Sélène souffla un bon coup ; elle ne verrait pas Léo jusqu’à cinq heures, car il était chez son cousin. Ils commencèrent alors à jouer, un Wazabi, jeu de dés dont il faut se débarrasser le plus vite possible. Ses doigts agitaient les dés, ses mains tenaient les cartes. Une partie de son cerveau réfléchissait aux actions qu’elle allait jouer. Pourtant l’autre partie, celle qui dirigeait et analysait les émotions, s’était comme… déconnectée. Sélène riait parce qu’elle savait qu’il fallait rire. Sélène souriait parce qu’elle savait que le soleil illuminait les journées des autres… mais pas la sienne. Tout semblait gris, froid, vide.

Sélène était allongée sur le canapé du salon, d’où elle pouvait suivre les conversations de la grande table, lorsque la sonnette retentit à nouveau. Gipsy bondit de son tapis attitré pour se diriger vers la porte d’entrée qui s’ouvrait déjà, laissant entrer Léo, son cousin et le père de celui-ci. Son cœur manqua un battement alors qu’il posait les yeux sur elle. Sélène se détourna avant qu’elle ne puisse y lire de la pitié ou une quelconque émotion dont elle se passerait bien. En particulier de l’indifférence.

Mais non. Il ne prononça pas un mot à son attention, fit exactement comme si elle n’existait pas. C’était douloureux, mais Sélène préférait cette distance. Cette distance à la place de sa présence. De ses paroles. De l’attirance qui ne cessait jamais.

- Sélène ! Tu viens jouer avec moi à Pirates ? S’il-te-plaît…

Bruno détourna l’attention de la jeune fille, un bref répit dans ses pensées…

- Arrête de l’embêter, intervint Corine. Venez plutôt jouer à un Mysterium avec tout le monde.
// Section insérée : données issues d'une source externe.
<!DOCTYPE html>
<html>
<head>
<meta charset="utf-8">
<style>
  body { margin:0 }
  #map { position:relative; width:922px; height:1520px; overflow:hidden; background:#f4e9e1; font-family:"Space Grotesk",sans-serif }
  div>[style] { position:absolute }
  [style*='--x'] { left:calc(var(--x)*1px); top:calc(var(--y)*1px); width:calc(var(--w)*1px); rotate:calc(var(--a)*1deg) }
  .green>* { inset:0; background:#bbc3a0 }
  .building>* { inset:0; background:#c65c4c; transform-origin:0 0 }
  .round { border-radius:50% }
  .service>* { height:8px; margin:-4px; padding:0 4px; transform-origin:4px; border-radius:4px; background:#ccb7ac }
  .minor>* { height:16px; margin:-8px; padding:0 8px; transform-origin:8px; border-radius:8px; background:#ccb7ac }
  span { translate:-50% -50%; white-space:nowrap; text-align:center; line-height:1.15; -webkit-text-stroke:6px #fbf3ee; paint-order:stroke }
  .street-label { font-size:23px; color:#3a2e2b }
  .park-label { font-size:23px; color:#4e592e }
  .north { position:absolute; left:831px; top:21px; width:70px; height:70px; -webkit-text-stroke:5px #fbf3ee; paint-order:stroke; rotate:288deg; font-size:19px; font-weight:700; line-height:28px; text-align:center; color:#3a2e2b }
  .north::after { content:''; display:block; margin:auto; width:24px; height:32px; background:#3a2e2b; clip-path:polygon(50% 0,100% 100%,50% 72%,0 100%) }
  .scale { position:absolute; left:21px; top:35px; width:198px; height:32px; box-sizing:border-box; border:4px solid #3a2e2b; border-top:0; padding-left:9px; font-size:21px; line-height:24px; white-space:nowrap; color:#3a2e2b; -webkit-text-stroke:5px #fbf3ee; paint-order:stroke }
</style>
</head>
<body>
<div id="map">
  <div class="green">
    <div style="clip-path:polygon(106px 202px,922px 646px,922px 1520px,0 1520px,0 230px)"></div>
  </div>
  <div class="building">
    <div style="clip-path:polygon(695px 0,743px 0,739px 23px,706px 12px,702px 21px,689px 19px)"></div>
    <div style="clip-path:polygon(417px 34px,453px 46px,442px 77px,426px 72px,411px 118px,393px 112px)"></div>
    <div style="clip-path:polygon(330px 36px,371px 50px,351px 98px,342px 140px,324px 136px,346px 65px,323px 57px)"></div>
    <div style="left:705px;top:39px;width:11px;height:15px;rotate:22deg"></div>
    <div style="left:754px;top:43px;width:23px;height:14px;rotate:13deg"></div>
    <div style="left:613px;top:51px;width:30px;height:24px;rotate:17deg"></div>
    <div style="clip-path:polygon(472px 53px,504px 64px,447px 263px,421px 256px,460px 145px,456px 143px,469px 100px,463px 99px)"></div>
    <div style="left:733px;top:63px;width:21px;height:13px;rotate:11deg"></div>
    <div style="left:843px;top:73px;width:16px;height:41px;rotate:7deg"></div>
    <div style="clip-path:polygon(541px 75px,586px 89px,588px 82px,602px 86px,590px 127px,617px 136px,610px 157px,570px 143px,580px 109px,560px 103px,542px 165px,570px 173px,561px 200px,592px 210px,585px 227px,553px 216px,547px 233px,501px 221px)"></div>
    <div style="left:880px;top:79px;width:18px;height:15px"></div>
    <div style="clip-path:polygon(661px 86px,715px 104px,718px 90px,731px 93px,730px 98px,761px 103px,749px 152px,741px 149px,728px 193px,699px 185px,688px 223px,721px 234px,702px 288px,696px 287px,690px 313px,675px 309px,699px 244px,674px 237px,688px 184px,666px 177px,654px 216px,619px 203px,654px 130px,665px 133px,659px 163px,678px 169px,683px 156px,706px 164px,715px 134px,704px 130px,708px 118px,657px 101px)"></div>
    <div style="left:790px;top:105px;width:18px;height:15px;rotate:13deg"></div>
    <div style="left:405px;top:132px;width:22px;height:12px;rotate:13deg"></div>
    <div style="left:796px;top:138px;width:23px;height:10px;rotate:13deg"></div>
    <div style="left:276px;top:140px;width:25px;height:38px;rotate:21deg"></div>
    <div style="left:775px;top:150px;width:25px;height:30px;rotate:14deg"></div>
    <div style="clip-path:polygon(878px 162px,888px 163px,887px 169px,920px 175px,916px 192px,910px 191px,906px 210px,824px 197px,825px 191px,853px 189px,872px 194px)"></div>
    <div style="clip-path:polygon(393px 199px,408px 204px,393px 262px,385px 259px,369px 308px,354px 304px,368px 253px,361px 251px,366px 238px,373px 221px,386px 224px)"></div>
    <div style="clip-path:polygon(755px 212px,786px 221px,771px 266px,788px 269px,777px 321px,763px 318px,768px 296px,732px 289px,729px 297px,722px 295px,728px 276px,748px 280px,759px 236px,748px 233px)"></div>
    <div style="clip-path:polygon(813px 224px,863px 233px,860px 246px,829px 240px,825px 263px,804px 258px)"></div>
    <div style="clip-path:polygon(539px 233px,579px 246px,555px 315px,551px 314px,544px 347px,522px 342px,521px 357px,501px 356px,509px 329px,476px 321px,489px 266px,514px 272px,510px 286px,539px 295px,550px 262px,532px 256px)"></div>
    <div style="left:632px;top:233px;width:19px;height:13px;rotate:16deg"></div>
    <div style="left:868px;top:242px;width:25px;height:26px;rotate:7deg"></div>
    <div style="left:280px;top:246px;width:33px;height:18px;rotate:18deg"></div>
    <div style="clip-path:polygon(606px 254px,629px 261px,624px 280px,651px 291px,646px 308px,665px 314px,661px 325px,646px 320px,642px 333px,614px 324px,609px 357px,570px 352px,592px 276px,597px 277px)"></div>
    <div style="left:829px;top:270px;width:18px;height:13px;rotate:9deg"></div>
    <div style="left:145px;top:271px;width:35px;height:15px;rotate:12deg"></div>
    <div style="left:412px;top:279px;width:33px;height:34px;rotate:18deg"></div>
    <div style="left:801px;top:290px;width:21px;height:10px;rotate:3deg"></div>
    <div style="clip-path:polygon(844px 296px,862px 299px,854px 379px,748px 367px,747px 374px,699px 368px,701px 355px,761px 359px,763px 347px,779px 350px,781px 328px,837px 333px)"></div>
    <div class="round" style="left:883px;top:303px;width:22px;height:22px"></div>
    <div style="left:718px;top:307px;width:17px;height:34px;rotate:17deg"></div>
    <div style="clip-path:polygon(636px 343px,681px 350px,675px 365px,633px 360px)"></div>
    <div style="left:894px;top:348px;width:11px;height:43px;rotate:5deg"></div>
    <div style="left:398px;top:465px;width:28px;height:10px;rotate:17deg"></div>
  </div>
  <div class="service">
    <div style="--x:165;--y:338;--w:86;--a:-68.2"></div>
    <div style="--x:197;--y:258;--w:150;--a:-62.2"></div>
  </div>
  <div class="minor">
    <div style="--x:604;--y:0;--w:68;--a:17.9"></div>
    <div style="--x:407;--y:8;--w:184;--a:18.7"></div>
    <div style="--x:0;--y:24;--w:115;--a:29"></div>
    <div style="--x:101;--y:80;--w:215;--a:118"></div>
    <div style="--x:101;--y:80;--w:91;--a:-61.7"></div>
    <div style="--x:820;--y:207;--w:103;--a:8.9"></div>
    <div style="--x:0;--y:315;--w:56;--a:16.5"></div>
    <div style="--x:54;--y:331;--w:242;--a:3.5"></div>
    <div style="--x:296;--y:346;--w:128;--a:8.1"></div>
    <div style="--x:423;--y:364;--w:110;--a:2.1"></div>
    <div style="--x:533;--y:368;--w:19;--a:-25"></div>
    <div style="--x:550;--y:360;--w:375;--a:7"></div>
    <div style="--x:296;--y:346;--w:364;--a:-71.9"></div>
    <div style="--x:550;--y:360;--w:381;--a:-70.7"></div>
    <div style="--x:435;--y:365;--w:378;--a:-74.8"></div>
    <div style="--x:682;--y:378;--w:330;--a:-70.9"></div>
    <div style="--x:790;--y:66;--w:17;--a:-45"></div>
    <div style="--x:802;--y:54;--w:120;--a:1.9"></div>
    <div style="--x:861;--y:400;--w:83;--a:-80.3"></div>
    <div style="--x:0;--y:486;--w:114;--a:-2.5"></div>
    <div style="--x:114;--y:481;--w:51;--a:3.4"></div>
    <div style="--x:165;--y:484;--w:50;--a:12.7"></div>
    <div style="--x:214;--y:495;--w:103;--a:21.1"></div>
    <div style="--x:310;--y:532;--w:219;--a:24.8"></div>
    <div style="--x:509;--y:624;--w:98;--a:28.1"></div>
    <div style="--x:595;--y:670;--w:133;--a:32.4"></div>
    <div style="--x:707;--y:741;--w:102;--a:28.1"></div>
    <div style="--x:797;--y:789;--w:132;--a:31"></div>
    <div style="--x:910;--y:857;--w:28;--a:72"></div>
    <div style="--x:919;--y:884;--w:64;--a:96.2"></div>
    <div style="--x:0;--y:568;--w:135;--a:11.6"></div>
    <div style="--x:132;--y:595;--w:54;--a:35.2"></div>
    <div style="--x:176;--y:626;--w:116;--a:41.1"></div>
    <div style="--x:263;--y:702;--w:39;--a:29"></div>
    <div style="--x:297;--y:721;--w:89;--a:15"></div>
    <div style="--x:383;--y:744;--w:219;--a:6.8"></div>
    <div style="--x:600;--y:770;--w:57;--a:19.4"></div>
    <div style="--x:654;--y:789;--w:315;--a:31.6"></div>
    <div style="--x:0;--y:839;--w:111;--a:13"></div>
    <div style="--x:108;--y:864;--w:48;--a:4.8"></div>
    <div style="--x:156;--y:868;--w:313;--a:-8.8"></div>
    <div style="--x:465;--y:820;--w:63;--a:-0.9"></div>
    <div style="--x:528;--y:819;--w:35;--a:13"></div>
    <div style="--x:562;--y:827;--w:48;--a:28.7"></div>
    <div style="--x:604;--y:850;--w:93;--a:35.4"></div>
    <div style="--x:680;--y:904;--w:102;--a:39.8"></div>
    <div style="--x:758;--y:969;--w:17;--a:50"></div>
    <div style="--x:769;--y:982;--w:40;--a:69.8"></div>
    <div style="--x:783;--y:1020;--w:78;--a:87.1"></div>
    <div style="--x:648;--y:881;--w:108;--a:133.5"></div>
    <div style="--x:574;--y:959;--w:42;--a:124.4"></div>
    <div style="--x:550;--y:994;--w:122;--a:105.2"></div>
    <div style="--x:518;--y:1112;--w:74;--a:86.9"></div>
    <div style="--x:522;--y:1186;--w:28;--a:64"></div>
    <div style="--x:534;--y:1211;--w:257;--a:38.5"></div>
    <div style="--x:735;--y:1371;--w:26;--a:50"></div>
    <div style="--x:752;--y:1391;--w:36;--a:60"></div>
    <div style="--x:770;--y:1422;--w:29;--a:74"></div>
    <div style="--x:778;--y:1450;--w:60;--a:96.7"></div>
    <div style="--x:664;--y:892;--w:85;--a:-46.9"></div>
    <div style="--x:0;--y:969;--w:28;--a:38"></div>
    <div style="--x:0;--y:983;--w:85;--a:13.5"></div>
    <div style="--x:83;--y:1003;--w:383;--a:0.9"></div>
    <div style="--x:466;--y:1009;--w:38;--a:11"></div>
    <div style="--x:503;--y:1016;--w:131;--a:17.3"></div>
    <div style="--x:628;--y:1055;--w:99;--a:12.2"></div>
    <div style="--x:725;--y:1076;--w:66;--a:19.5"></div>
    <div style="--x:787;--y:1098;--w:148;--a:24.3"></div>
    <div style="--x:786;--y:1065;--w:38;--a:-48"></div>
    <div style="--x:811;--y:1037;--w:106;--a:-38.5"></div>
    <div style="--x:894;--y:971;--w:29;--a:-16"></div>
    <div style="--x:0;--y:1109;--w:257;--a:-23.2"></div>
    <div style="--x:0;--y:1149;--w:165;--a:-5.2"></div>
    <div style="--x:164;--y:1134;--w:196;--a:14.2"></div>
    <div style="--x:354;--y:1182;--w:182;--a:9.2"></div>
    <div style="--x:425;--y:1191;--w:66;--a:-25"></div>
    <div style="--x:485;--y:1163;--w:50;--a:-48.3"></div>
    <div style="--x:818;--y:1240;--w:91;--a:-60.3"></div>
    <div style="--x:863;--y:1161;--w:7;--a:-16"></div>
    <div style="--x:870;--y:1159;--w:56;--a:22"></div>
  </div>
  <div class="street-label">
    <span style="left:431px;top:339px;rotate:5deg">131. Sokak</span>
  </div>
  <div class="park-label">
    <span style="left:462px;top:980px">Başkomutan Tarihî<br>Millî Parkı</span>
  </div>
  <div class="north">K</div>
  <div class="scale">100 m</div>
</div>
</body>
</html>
Le jeu se passa sans encombre. Sélène, se concentrant pour ne pas laisser ses yeux dériver sur la personne qui lui faisait face, n’eut heureusement pas de mal à trouver le coupable, le lieu et l’arme du crime. Finalement, ils réussirent tous à aider le fantôme, incarné par Corine.

Peu après la fin du jeu, les Sherwood et les Gavillet, d’un commun accord, décidèrent de souper tôt pour pouvoir ensuite faire un dernier jeu avant de partir. Le lendemain, l’école reprenait, et les adultes partiraient tous travailler, c’est pourquoi ils ne souhaitaient pas faire trop tard. Les adultes commencèrent l’apéro alors que les enfants, volant quelques chips au passage, avaient entamé une partie de cache-cache. Celle-ci rappelait beaucoup de souvenirs à Sélène, pourtant elle les chassa sans pitié. Les regards échangés, les coups d’œil en coin, les lettres, elle balaya tout d’une magistrale claque mentale. La jeune fille n’avait pas versé une seule larme depuis la dernière après-midi jeux, elle n’allait pas commencer maintenant ! Même si c’était difficile, même si elle aurait voulu se réfugier dans les bras de Léo pour pleurer, même si c’était la faute de celui-ci.

- Sélène ! Sors de derrière le canapé ! De toute façon, tu es la dernière…

Combien de temps s’était-il écoulé depuis qu’elle s’était cachée parmi les adultes ? En aucun cas elle se trouvait derrière le canapé. Simplement, Mathéo en avait visiblement ras le bol de la chercher ; alors qu’elle se trouvait juste sous son nez.

- Hey, Mat, tu sais que Sélène est avec les adultes ? retenti la voix grave de Léo.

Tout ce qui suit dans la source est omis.